Level of Faecal Coliform Contamination of Drinking Water Sources and Its Associated Risk Factors in Rural Settings of North Gondar Zone, Ethiopia: A Cross-Sectional Community Based Study

Atalay Getachew 1,, Alebachew Tadie 2, Daniel Haile Chercos 1, Tadesse Guadu 1
PMCID: PMC6016343  PMID: 29983520

Abstract

Background

Today, close to a billion people mostl living in the developing world do not have access to safe and adequate water. Several studies in Ethiopia indicate that the majority of the drinking water sources had coliform count beyond the WHO standard. Therefore, Regular quality control mechanisms need to be in place. The objective of this study is therefore to determine the level of faecal coliform contamination of drinking water and its associated factors in North Gondar Zone, Ethiopia.

Methods

A community-based cross-sectional study was conducted in rural parts of North Gondar Zone from April to July, 2016. Water samples were taken from water sources using standardized water sampling techniques. Face-to-face interview with structured questionnaires were used to collect socio-economic and behavioral data. Univariate and multivariate analyses were done using logistic regression models.

Results

A total of 736 households participated in the study. The prevalence of positive faecal coliform at water sources in North Gondar Zone was found to be 56.5% (n=416) with [95% CI (53–60)]. In multivariate analysis, educational status [(AOR): 0.28, 95% CI (0.1–0.8], sanitary risk of contamination [AOR): 513, 95%CI (51–511)] and water shortage experience [AOR: 0.25, 95% CI (0.12–0.5)] are variables identified as predictors for faecal coliform contamination of water in the source.

Conclusion

In this study, the prevalence of positive faecal coliform at water source was high. Educational status, sanitary Risk of contamination at the water source, water shortage experience had significant associations with the presence of faecal coliform in drinking water sources.
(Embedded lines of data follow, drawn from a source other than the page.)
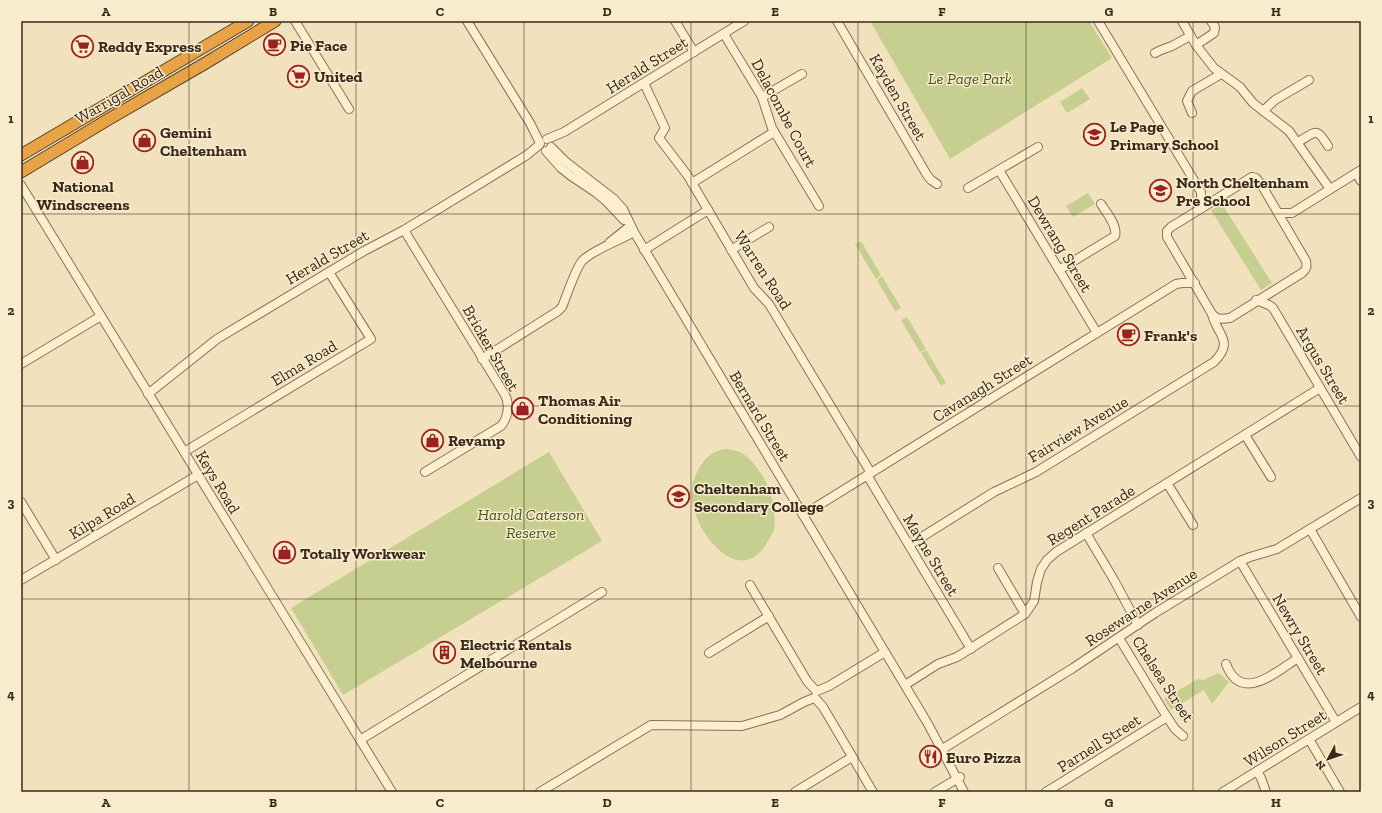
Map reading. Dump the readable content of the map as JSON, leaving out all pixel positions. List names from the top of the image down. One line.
{"streets":{"highway":["Warrigal Road"],"street":["Herald Street","Kayden Street","Delacombe Court","Dewrang Street","Warren Road","Bricker Street","Elma Road","Argus Street","Cavanagh Street","Bernard Street","Fairview Avenue","Keys Road","Regent Parade","Kilpa Road","Mayne Street","Rosewarne Avenue","Newry Street","Chelsea Street","Wilson Street","Parnell Street"]},"crossings":[["Herald Street","Delacombe Court"],["Herald Street","Warren Road"],["Herald Street","Bricker Street"],["Herald Street","Elma Road"],["Herald Street","Bernard Street"],["Herald Street","Keys Road"],["Dewrang Street","Cavanagh Street"],["Warren Road","Cavanagh Street"],["Warren Road","Mayne Street"],["Elma Road","Keys Road"],["Argus Street","Regent Parade"],["Cavanagh Street","Bernard Street"],["Cavanagh Street","Mayne Street"],["Bernard Street","Regent Parade"],["Bernard Street","Rosewarne Avenue"],["Fairview Avenue","Mayne Street"],["Keys Road","Kilpa Road"],["Regent Parade","Mayne Street"],["Rosewarne Avenue","Newry Street"],["Rosewarne Avenue","Chelsea Street"],["Newry Street","Wilson Street"],["Chelsea Street","Parnell Street"]],"parks":["Le Page Park","Harold Caterson Reserve"],"places":{"cafe":["Pie Face","Frank's"],"supermarket":["Reddy Express","United"],"school or university":["Le Page Primary School","North Cheltenham Pre School","Cheltenham Secondary College"],"shop":["Gemini Cheltenham","National Windscreens","Thomas Air Conditioning","Revamp","Totally Workwear"],"building":["Electric Rentals Melbourne"],"restaurant":["Euro Pizza"]},"north":"bottom left","grid":{"columns":["A","B","C","D","E","F","G","H"],"rows":["1","2","3","4"]}}
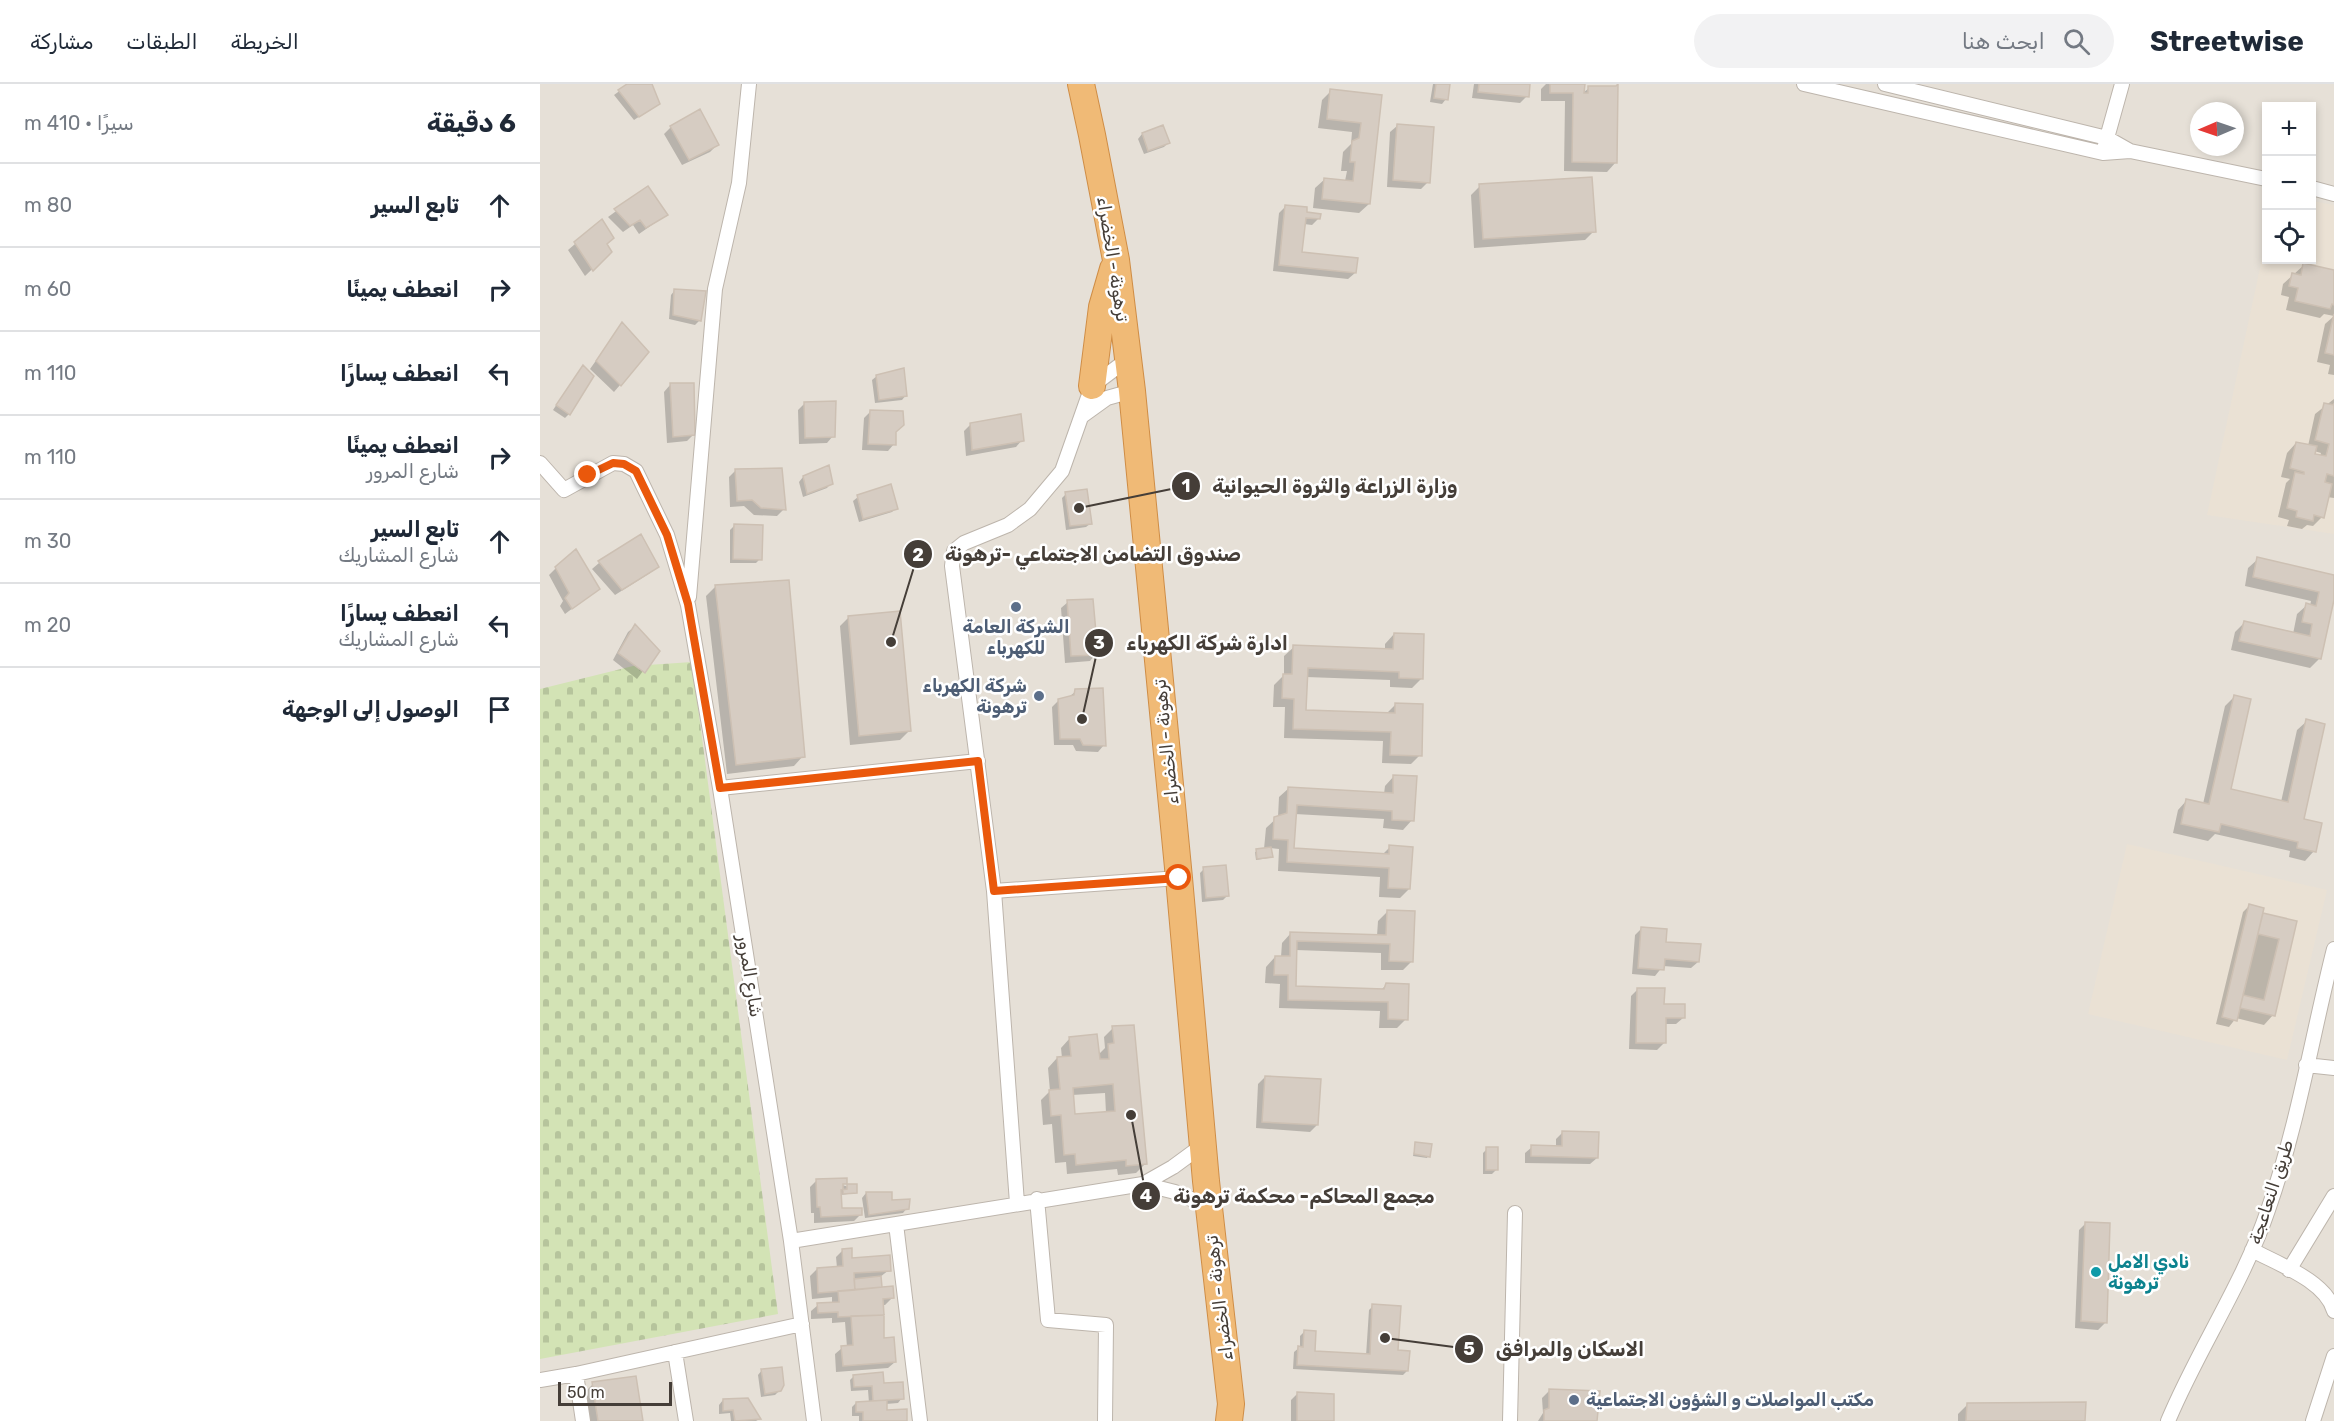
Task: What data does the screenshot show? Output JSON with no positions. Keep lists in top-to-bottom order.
{
  "streets": {
    "highway": ["ترهونة - الخضراء"],
    "street": ["شارع المرور", "طريق النعاعجة"]
  },
  "places": [
    "وزارة الزراعة والثروة الحيوانية",
    "الشركة العامة للكهرباء",
    "صندوق التضامن الاجتماعي -ترهونة",
    "شركة الكهرباء ترهونة",
    "ادارة شركة الكهرباء",
    "مجمع المحاكم- محكمة ترهونة",
    "نادي الامل ترهونة",
    "الاسكان والمرافق",
    "مكتب المواصلات و الشؤون الاجتماعية"
  ],
  "scale_bar": "50 m",
  "north": "left",
  "page": {
    "header": "Streetwise",
    "search": "ابحث هنا",
    "nav": ["الخريطة", "الطبقات", "مشاركة"],
    "heading": ["6 دقيقة", "سيرًا · 410 m"],
    "map_buttons": ["+", "−"],
    "list": [
      ["تابع السير", "80 m"],
      ["انعطف يمينًا", "60 m"],
      ["انعطف يسارًا", "110 m"],
      ["انعطف يمينًا", "شارع المرور", "110 m"],
      ["تابع السير", "شارع المشاريك", "30 m"],
      ["انعطف يسارًا", "شارع المشاريك", "20 m"],
      "الوصول إلى الوجهة"
    ],
    "scale": "50 m"
  }
}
Keywords: Water quality, Risk factors, Coliform

Introduction

Accesse to safe water and sanitary means of excreta disposal are universal needs and indeed basic human rights; however, many of the world's population lack access to adequate and safe water (1). Moreover, water quality and the risk to waterborne diseases are critical public health concerns in many developing countries. Today, close to a billion people mostly living in the developing world do not have access to safe and adequate water (2). In 2012, 1.9 billion people used either an unimproved source or an improved source with faecal contamination (3).

Several studies have confirmed that water related diseases not only remain a leading cause of morbidity and mortality worldwide but that the spectrum of diseases is expanding and the incidence of many water-related microbial disease is increasing (4). Annually, an estimated 4 billion cases of diarrhea, which represented 5.7% of the global disease burden in the year 2000, occurred (5).
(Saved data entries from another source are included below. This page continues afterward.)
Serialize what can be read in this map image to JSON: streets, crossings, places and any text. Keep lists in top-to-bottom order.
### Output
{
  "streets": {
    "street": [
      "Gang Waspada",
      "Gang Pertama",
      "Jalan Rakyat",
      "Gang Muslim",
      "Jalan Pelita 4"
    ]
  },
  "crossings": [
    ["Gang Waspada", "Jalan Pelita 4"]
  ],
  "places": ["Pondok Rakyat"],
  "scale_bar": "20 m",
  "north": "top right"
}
Most of the population of Ethiopia in rural and urban areas does not have access to safe and reliable sanitation facilities (6). Over 60% of the communicable diseases in Ethiopia are due to poor environmental health conditions arising from unsafe and inadequate water supply, poor hygienic and sanitation practices (7). As a result, people are still dependent on unprotected water sources such as rivers, streams, springs and hand dug wells. Since these sources are open, they are highly susceptible to flood, birds, animal and human contamination (6).

In rural and urban areas, water quality is affected by both point and nonpoint sources of pollution. Some of these sources include sewage discharge, industrial discharge, agricultural run-off, floods and droughts, as well as lack of awareness among end users aspects including hygiene, environment sanitation; storage and disposal need to be considered for the maintenance of water resources (8).

Ensuring the safety of drinking water is a continuous process. In developed countries, drinking water regulations require the monitoring of multiple microbiological and chemical parameters. However, it is well established that the risks associated with the consumption of microbiologically contaminated water are a great concern for the occurrence of different disease like diarrhea (9).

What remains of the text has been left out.